Some 56 million years ago, just after the Paleocene epoch gave way to the Eocene, the world suddenly warmed. Scientists continue to debate the ultimate cause of the warming, but they agree on its proximate cause: A huge burst of carbon dioxide entered the atmosphere, raising Earth’s average temperature by 7 to 14 degrees Fahrenheit.

As human-generated greenhouse gas emissions cause the world to rapidly warm, this movement is once again under way. Scientists have observed plants shifting toward the poles and upslope. They’ve noted old ecosystems suddenly replaced by new ones, often in the wake of fire, insect outbreaks, drought or other disturbances. They’ve observed an increase in the number of trees dying and watched as a growing number of the world’s biggest and oldest plants, including the baobabs of Africa and the cedars of Lebanon, have succumbed.

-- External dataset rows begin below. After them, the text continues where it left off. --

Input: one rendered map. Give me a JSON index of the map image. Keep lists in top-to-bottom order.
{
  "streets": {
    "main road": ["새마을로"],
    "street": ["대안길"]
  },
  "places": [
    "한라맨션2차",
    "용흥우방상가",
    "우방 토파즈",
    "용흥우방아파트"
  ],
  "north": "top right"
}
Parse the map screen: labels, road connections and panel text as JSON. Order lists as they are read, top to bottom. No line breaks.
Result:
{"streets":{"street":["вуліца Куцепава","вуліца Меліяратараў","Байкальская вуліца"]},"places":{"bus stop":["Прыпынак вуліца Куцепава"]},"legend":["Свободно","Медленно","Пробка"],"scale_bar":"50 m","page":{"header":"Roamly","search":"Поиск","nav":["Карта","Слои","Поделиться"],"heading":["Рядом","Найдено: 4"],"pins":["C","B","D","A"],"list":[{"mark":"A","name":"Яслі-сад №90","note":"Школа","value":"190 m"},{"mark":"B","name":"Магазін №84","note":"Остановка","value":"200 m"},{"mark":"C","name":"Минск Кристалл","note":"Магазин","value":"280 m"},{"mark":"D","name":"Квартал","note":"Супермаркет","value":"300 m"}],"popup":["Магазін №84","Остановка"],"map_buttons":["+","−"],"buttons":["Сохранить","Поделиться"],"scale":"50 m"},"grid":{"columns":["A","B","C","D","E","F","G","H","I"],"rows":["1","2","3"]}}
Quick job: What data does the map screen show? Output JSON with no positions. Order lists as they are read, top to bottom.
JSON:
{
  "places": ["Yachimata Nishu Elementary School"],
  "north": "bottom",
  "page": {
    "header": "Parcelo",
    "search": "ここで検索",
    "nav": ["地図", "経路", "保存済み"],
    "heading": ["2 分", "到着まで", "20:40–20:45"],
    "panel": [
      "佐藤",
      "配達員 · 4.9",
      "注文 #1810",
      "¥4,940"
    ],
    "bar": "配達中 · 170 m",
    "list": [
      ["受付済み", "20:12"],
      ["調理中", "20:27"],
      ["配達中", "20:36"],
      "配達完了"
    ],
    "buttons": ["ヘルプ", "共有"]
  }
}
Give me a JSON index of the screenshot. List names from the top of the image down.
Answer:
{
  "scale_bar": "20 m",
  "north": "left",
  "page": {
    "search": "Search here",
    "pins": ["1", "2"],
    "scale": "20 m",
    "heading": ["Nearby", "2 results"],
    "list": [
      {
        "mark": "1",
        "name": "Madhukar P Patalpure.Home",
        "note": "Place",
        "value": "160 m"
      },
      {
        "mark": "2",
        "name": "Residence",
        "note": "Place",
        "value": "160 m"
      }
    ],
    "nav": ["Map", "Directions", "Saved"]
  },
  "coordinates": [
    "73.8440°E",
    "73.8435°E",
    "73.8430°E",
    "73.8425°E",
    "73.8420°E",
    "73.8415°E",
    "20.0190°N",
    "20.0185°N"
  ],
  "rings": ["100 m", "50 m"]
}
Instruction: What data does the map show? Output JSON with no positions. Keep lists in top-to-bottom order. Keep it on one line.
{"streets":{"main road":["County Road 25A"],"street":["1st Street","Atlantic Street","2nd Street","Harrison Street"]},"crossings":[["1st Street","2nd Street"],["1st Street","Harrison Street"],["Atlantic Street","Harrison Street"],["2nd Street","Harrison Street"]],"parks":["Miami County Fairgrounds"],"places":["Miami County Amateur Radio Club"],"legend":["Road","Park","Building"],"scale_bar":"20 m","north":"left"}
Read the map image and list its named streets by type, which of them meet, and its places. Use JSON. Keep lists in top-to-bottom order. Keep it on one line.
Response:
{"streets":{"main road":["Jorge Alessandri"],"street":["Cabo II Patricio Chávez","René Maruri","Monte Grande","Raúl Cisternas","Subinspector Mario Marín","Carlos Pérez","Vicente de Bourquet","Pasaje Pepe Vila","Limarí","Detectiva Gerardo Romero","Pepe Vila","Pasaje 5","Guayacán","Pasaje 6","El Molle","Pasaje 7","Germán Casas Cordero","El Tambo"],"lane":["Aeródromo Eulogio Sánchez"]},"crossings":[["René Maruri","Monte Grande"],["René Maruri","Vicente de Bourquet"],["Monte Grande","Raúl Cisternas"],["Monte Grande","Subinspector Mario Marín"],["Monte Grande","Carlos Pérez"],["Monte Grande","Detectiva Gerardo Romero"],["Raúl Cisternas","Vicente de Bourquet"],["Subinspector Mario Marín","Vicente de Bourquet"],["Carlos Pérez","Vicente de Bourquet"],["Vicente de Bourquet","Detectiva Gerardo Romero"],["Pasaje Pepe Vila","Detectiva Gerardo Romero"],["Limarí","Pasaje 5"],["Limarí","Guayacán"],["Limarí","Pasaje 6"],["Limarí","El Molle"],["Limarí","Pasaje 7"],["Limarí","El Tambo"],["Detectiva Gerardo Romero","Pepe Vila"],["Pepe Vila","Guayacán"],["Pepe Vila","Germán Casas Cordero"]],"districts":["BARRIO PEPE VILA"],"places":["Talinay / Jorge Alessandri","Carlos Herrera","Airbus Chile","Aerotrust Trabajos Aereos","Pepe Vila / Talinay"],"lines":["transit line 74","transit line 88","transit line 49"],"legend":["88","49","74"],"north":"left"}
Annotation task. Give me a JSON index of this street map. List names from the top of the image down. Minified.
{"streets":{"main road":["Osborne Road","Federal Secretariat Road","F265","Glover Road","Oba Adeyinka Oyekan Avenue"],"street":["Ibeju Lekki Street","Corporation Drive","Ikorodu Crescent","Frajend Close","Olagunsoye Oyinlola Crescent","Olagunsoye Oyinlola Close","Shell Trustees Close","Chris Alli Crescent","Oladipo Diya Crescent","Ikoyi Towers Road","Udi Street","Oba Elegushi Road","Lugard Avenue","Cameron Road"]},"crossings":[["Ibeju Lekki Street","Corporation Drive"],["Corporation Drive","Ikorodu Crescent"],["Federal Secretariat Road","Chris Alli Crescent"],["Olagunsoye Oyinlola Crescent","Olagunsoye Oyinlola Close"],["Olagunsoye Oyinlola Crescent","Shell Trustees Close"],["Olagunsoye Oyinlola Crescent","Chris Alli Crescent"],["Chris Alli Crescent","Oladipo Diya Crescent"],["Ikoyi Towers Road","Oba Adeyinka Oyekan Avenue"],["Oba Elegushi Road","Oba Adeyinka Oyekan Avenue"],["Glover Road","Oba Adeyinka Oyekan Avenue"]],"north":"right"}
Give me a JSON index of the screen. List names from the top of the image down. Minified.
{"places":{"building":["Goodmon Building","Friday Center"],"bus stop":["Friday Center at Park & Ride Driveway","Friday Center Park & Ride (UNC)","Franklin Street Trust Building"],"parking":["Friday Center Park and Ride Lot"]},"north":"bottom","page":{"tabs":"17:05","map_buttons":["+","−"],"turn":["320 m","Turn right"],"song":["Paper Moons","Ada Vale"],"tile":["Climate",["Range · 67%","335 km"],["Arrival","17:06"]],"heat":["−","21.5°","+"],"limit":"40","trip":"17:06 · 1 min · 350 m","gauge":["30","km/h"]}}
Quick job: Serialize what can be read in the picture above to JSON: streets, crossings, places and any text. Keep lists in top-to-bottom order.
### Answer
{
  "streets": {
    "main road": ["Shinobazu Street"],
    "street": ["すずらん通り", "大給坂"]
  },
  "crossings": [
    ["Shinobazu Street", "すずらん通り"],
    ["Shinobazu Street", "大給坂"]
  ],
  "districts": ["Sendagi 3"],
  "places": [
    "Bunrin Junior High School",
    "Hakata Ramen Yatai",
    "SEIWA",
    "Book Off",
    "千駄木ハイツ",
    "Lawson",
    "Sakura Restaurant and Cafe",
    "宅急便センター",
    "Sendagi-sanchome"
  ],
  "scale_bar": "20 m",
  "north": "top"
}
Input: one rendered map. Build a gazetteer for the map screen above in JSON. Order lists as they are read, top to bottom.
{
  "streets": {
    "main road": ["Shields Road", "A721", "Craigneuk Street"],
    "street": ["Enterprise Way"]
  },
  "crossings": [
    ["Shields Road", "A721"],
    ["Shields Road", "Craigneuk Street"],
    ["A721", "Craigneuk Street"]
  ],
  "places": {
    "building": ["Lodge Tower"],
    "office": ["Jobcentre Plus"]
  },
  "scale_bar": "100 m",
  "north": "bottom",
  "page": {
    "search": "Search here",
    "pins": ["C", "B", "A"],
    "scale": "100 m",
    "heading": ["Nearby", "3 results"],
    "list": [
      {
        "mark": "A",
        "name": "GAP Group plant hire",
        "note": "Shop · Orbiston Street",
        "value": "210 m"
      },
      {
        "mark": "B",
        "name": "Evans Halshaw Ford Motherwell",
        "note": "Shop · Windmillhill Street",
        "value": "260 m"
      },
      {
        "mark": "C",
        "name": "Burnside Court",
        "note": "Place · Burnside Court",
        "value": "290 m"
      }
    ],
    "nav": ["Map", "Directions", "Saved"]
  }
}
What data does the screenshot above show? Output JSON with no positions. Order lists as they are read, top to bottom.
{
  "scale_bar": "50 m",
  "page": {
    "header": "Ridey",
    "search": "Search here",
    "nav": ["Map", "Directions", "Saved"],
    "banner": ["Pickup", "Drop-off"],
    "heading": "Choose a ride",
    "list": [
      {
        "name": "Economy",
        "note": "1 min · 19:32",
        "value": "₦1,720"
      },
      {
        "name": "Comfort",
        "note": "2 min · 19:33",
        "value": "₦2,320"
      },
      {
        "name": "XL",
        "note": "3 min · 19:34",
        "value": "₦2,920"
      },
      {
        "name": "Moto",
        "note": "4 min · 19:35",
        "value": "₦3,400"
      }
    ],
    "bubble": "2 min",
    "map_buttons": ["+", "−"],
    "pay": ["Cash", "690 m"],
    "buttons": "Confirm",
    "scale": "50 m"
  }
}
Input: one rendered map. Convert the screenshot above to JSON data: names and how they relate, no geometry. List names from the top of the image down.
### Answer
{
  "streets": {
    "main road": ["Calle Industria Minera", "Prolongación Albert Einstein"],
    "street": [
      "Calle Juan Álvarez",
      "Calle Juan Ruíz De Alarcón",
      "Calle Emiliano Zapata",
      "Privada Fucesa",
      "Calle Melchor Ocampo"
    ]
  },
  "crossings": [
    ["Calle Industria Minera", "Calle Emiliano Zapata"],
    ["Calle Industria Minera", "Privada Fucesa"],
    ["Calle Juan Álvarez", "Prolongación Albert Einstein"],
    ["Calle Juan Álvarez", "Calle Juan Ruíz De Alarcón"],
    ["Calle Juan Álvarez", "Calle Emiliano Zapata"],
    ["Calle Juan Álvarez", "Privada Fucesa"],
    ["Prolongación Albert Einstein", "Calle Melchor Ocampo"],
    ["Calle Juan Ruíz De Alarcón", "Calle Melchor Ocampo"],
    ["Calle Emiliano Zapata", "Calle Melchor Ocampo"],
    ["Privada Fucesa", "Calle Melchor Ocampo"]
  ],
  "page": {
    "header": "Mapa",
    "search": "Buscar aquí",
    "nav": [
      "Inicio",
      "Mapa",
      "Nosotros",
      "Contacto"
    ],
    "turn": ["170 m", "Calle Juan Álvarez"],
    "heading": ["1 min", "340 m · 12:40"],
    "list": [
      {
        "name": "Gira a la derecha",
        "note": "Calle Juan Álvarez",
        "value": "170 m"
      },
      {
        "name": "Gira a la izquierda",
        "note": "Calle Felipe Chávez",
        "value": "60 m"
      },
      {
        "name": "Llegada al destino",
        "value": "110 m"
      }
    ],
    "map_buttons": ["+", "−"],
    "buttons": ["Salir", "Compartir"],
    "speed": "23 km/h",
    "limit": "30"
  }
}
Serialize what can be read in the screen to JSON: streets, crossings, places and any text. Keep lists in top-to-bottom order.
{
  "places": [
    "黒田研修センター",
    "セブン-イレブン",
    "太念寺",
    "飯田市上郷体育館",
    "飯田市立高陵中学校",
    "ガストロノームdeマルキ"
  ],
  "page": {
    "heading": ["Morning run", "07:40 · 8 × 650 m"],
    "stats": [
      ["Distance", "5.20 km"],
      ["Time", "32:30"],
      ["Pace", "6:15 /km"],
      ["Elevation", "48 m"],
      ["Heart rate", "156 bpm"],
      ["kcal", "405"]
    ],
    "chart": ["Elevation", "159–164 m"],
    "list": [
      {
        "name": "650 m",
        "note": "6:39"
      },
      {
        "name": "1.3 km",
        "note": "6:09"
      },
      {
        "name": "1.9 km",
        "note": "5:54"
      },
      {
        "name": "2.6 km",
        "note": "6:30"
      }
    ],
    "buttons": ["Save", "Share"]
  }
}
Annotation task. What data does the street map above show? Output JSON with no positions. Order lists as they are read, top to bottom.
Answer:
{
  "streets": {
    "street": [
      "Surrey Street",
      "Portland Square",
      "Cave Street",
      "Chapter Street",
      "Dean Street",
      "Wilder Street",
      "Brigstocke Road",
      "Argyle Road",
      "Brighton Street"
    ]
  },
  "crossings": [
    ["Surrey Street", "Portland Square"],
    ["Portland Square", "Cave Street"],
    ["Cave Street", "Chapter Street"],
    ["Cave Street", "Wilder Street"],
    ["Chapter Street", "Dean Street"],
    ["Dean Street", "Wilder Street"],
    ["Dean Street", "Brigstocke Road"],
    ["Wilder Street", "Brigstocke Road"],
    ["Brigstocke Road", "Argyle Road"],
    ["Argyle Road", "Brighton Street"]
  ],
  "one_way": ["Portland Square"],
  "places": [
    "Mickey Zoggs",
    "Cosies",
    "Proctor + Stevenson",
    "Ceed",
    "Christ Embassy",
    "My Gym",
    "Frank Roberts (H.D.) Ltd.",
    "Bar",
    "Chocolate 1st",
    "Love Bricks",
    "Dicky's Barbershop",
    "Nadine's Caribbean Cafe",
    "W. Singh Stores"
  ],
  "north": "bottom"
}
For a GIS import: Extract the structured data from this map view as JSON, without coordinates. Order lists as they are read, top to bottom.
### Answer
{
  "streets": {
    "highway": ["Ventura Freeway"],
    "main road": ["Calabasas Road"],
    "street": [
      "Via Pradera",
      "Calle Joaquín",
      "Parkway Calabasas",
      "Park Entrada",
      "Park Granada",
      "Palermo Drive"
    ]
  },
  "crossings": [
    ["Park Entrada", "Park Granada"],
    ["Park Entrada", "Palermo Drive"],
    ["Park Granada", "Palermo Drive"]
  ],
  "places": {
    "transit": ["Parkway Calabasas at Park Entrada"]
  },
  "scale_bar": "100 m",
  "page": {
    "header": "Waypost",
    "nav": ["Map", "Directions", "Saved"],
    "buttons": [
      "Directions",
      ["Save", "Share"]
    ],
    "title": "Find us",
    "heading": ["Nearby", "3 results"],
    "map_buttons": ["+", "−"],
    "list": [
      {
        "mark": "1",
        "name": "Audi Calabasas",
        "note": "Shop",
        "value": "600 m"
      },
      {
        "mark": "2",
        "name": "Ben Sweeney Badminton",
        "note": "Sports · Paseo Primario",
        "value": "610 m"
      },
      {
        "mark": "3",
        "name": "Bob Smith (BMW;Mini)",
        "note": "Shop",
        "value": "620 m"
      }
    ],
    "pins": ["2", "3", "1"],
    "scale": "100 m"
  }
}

So far, many of these changes are subtle, seemingly unrelated to one another, but they are all facets of the same global phenomenon.

Under its worst-case scenario, the Intergovernmental Panel on Climate Change projects that, over the next 100 to 150 years, Earth’s average temperature could rise by roughly the same amount as it did during the PETM. Dramatic vegetational shifts could arrive not in a matter of centuries or millennia, but decades; a 2019 study, for example, projected that Alaska’s vast interior forests will shift from being dominated by conifers to being dominated by broadleaf trees as soon as the middle of this century.

“There’s a whole lot more of this we can expect over the next decades,” said University of Wisconsin-Madison paleoecologist Jack Williams. “When people talk about wildfires out West, about species moving upslope — to me, this is just the beginning.”